**REQUIREMENT**. Your answer must be an exact copy of the listing, with the images left out.

**DATA SHOWN**.

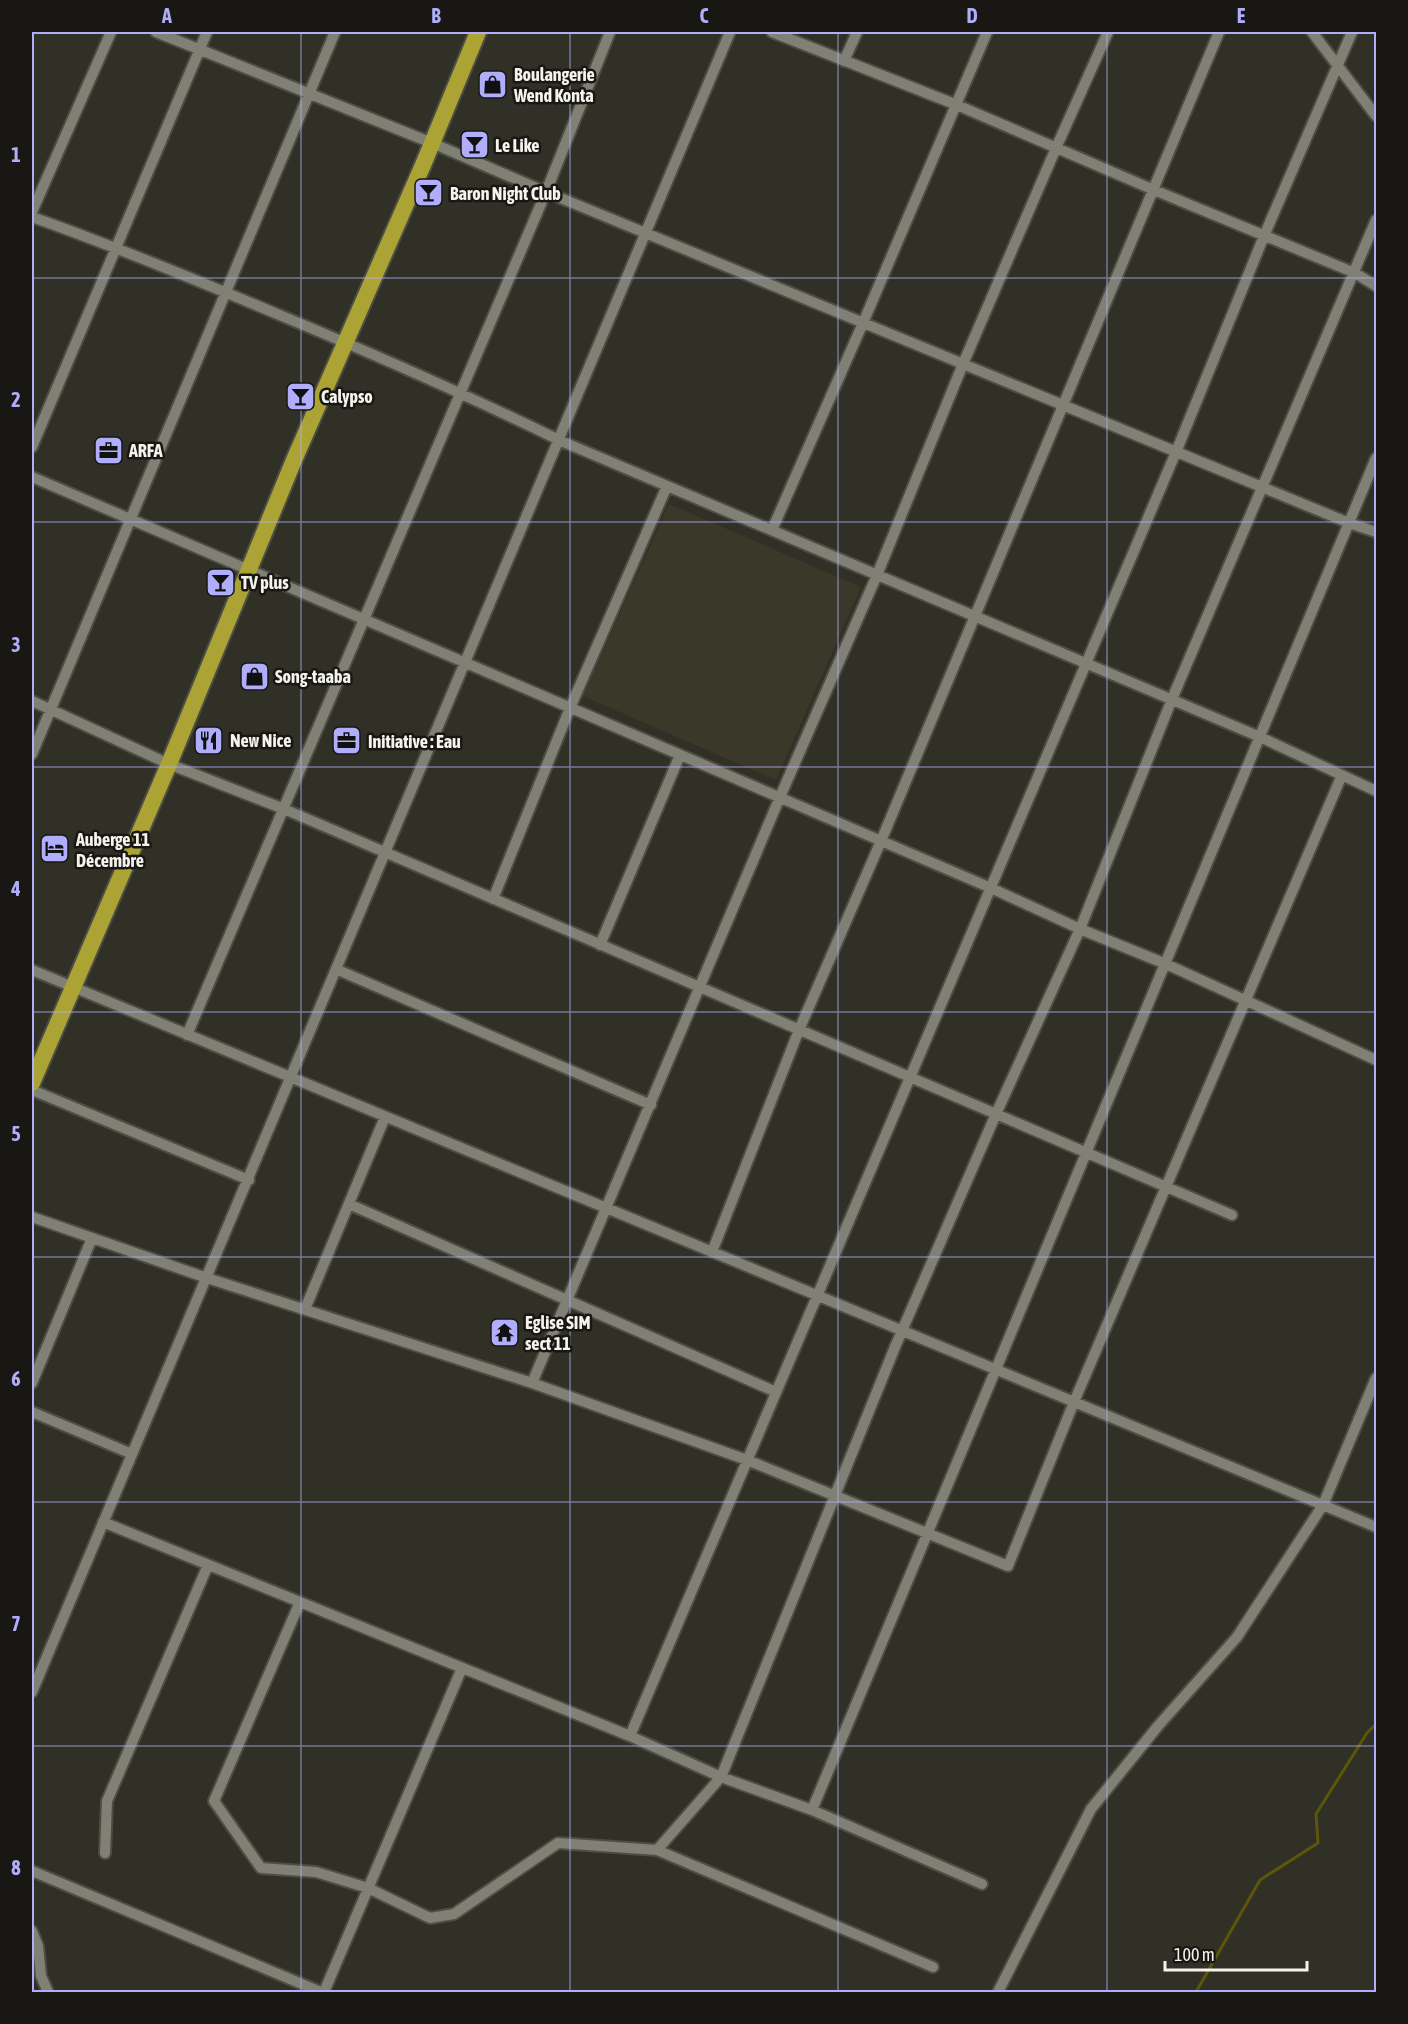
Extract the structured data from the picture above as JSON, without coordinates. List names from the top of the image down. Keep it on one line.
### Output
{"places":{"shop":["Boulangerie Wend Konta","Song-taaba"],"bar":["Le Like","Baron Night Club","Calypso","TV plus"],"office":["ARFA","Initiative : Eau"],"restaurant":["New Nice"],"hotel":["Auberge 11 Décembre"],"temple":["Eglise SIM sect 11"]},"scale_bar":"100 m","grid":{"columns":["A","B","C","D","E"],"rows":["1","2","3","4","5","6","7","8"]}}
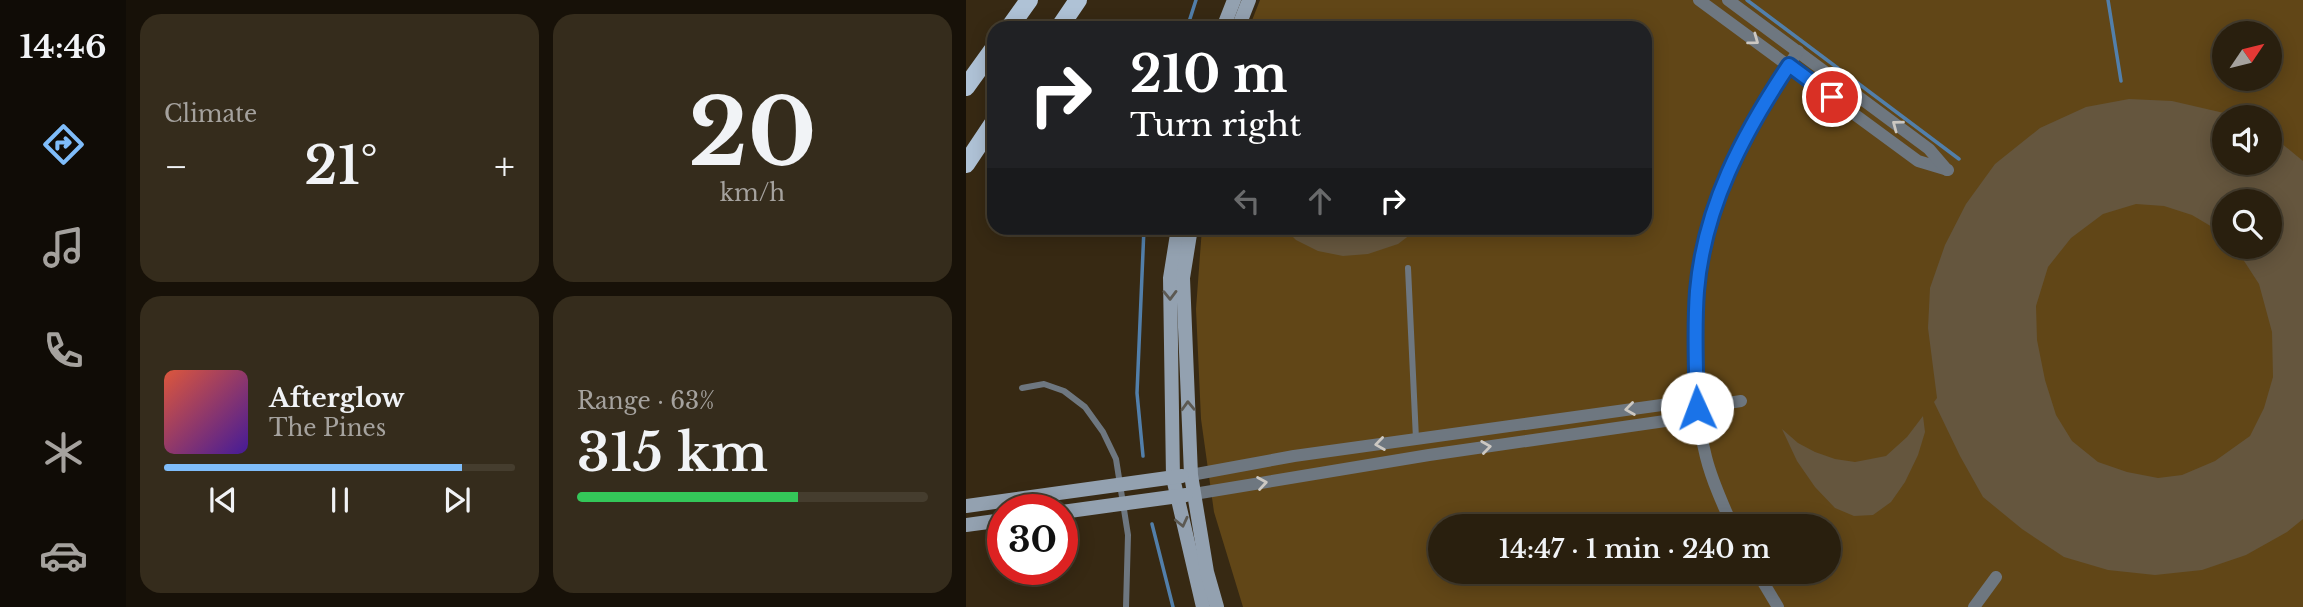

**SOLUTION FOR THIS TASK**.
Extract the structured data from the picture above as JSON, without coordinates. List names from the top of the image down. Keep it on one line.
### Output
{"places":{"shop":["Boulangerie Wend Konta","Song-taaba"],"bar":["Le Like","Baron Night Club","Calypso","TV plus"],"office":["ARFA","Initiative : Eau"],"restaurant":["New Nice"],"hotel":["Auberge 11 Décembre"],"temple":["Eglise SIM sect 11"]},"scale_bar":"100 m","grid":{"columns":["A","B","C","D","E"],"rows":["1","2","3","4","5","6","7","8"]}}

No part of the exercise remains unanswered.